(Stored data)
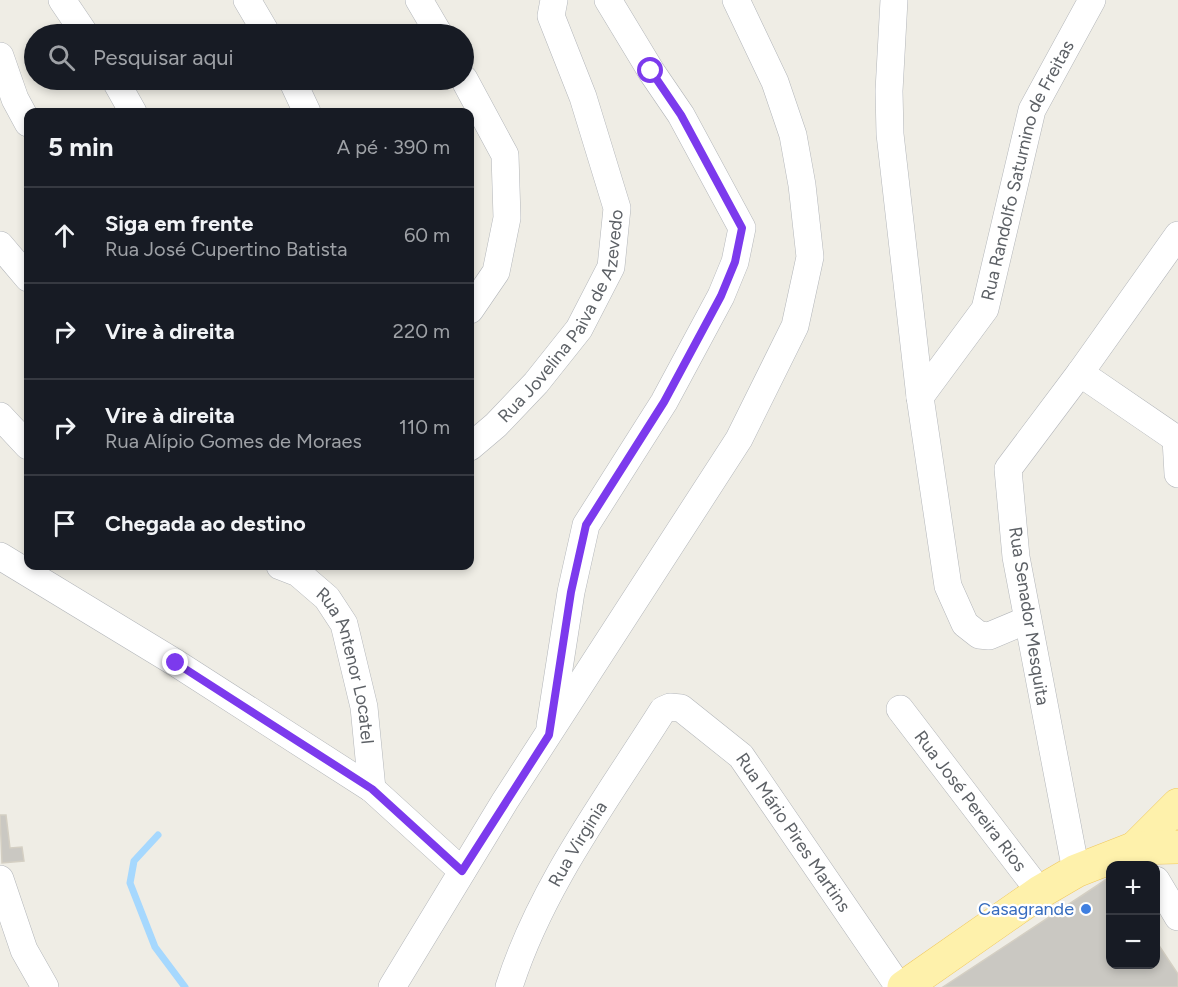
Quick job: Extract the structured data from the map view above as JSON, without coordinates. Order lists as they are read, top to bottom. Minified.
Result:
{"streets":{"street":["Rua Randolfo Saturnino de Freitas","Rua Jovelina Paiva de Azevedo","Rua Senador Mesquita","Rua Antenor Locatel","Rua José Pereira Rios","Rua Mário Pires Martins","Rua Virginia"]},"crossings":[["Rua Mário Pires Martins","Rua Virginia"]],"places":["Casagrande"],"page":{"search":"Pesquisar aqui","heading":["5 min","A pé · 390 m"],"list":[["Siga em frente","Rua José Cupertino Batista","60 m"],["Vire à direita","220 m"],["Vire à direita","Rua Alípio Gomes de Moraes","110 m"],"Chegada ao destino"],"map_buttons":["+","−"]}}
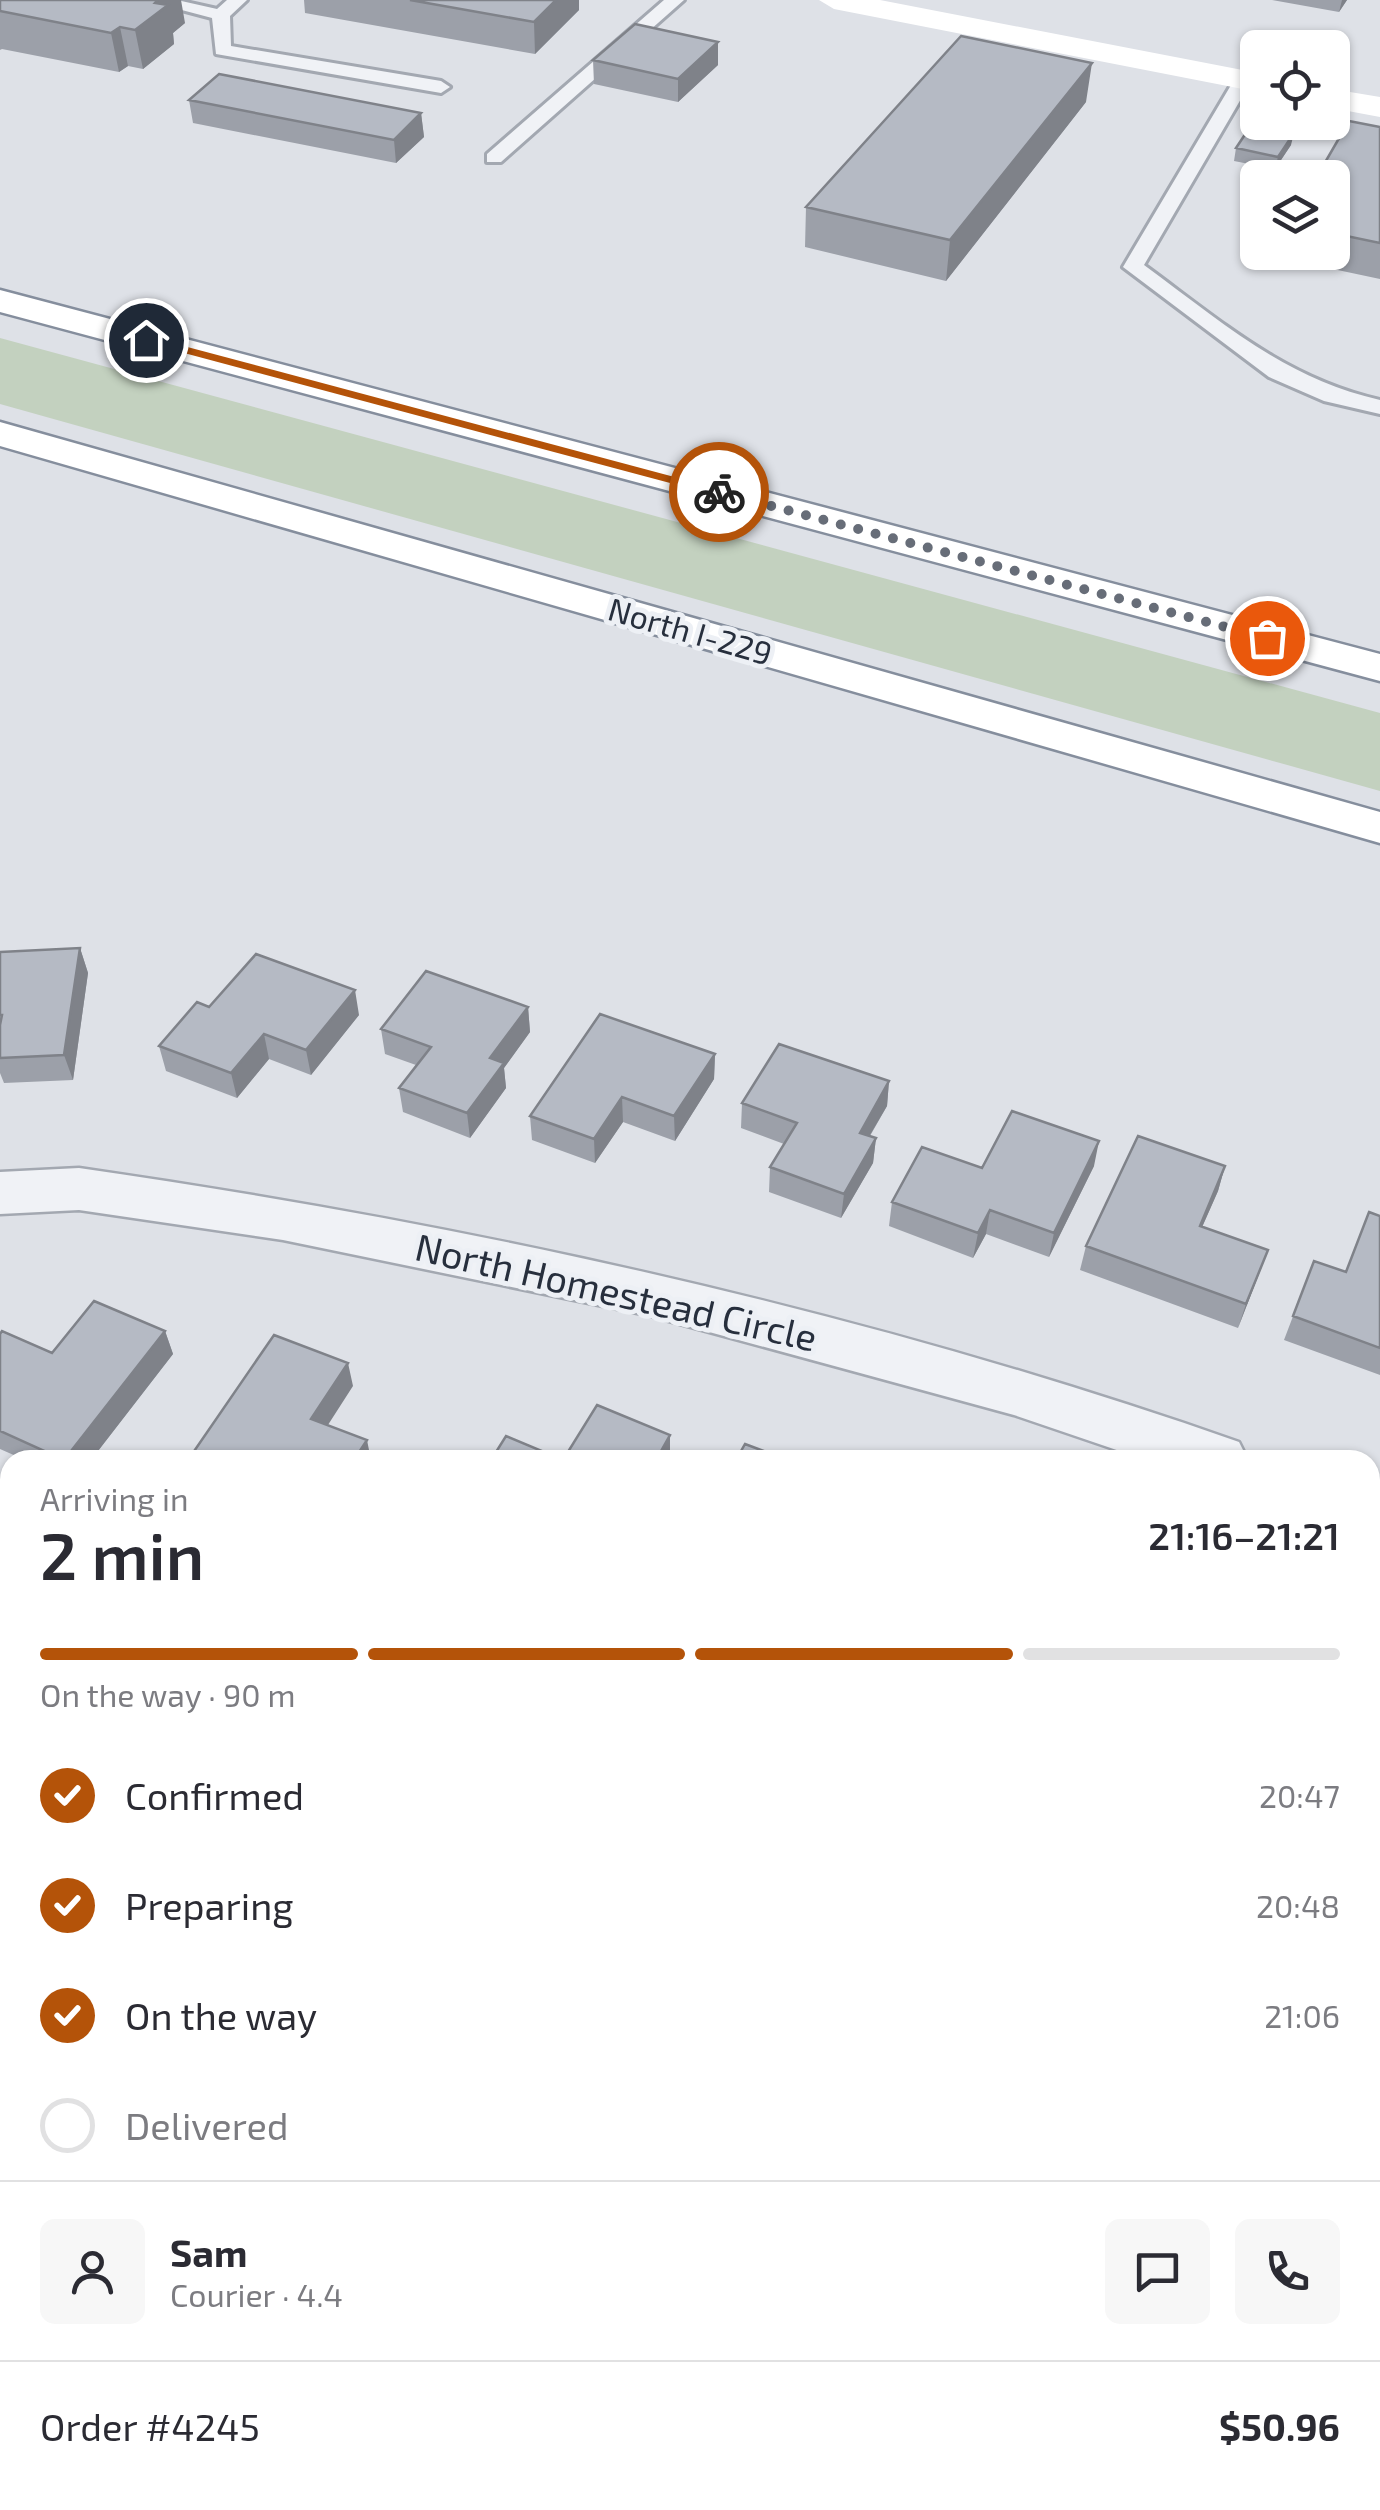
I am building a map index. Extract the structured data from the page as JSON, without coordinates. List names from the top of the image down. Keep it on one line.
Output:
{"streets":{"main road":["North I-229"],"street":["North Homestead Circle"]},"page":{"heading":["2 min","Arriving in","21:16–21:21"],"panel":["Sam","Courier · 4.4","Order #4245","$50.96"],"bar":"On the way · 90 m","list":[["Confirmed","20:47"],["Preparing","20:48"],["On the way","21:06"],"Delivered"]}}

...

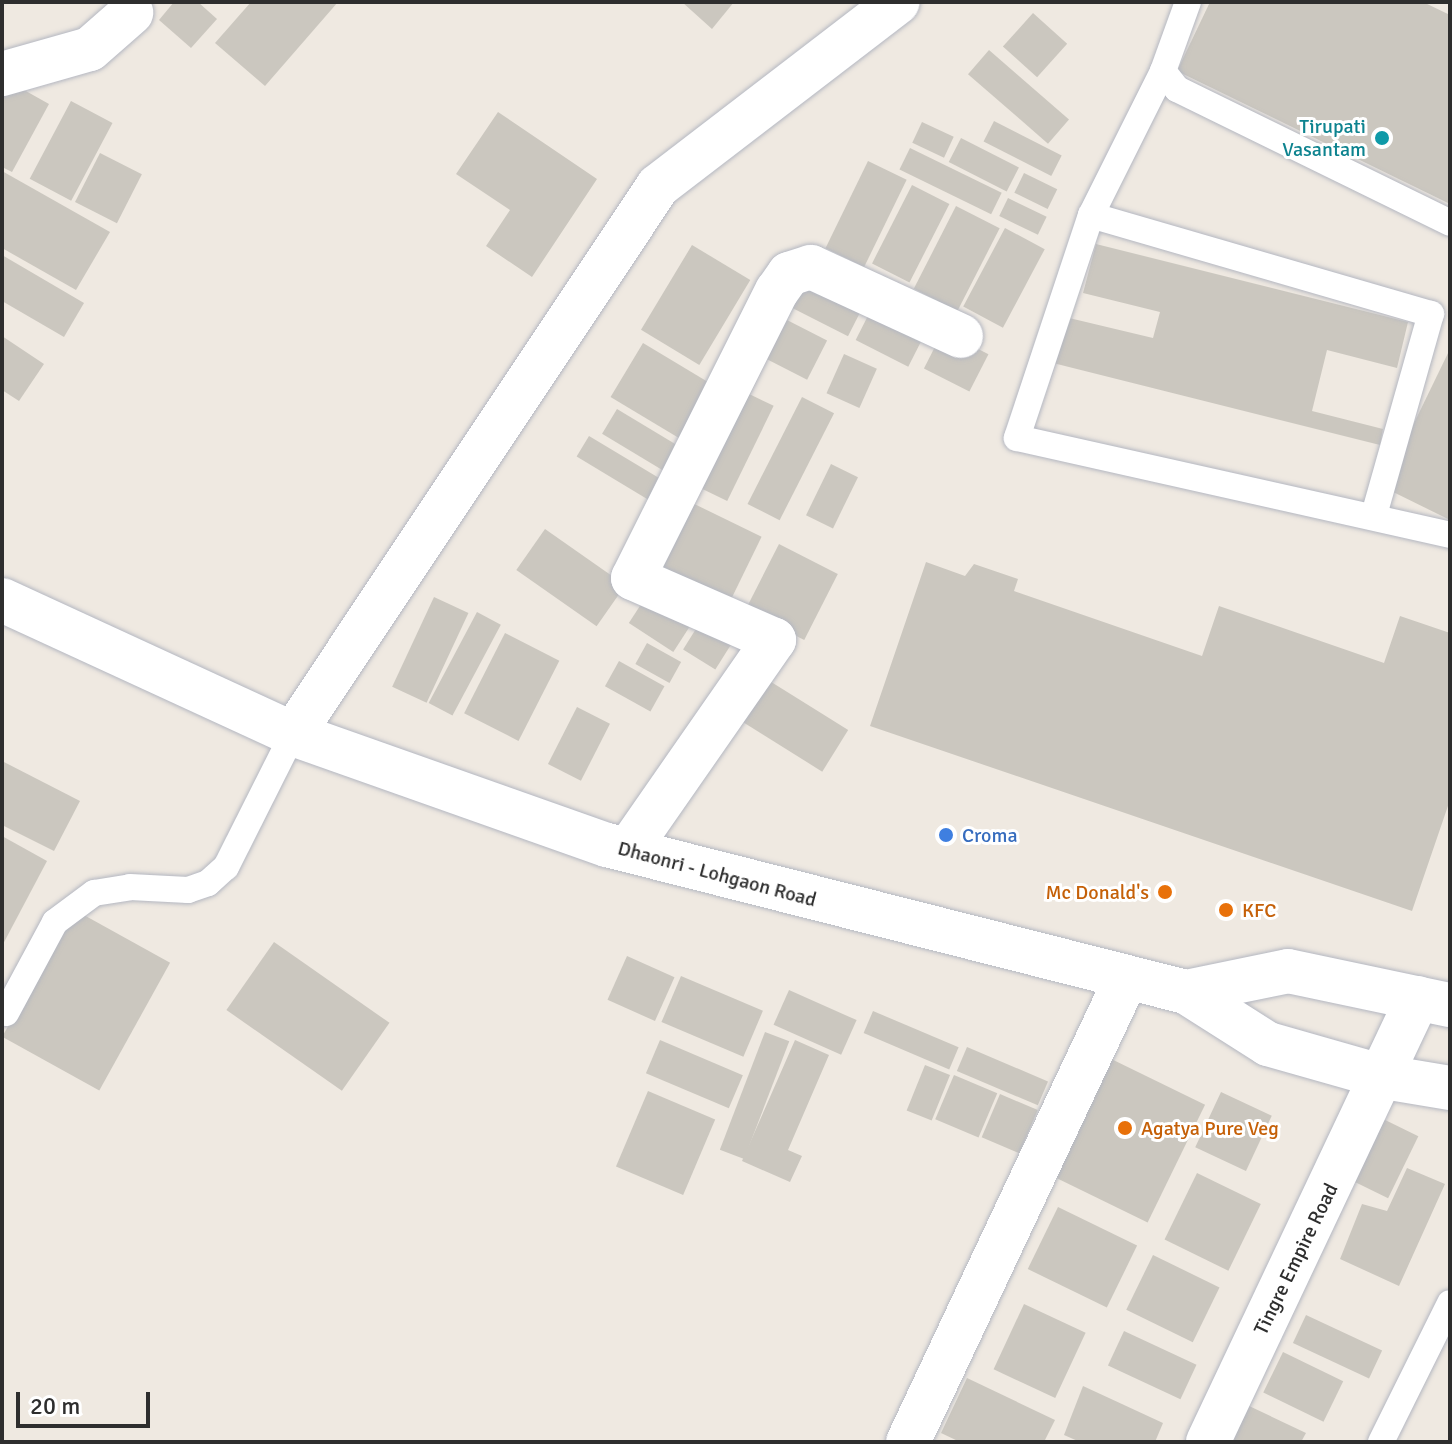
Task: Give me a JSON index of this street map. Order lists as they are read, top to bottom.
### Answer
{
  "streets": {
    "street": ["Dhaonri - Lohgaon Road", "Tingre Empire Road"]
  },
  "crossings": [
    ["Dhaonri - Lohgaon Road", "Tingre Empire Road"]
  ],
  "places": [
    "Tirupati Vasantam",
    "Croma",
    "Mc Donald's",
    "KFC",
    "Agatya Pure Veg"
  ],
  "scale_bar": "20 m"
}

→ **Exercise directions**
The answer must be every line of the entries that includes the word "read".

→ **Answer to the exercise**
Quick job: Extract the structured data from the map view above as JSON, without coordinates. Order lists as they are read, top to bottom. Minified.
Task: Give me a JSON index of this street map. Order lists as they are read, top to bottom.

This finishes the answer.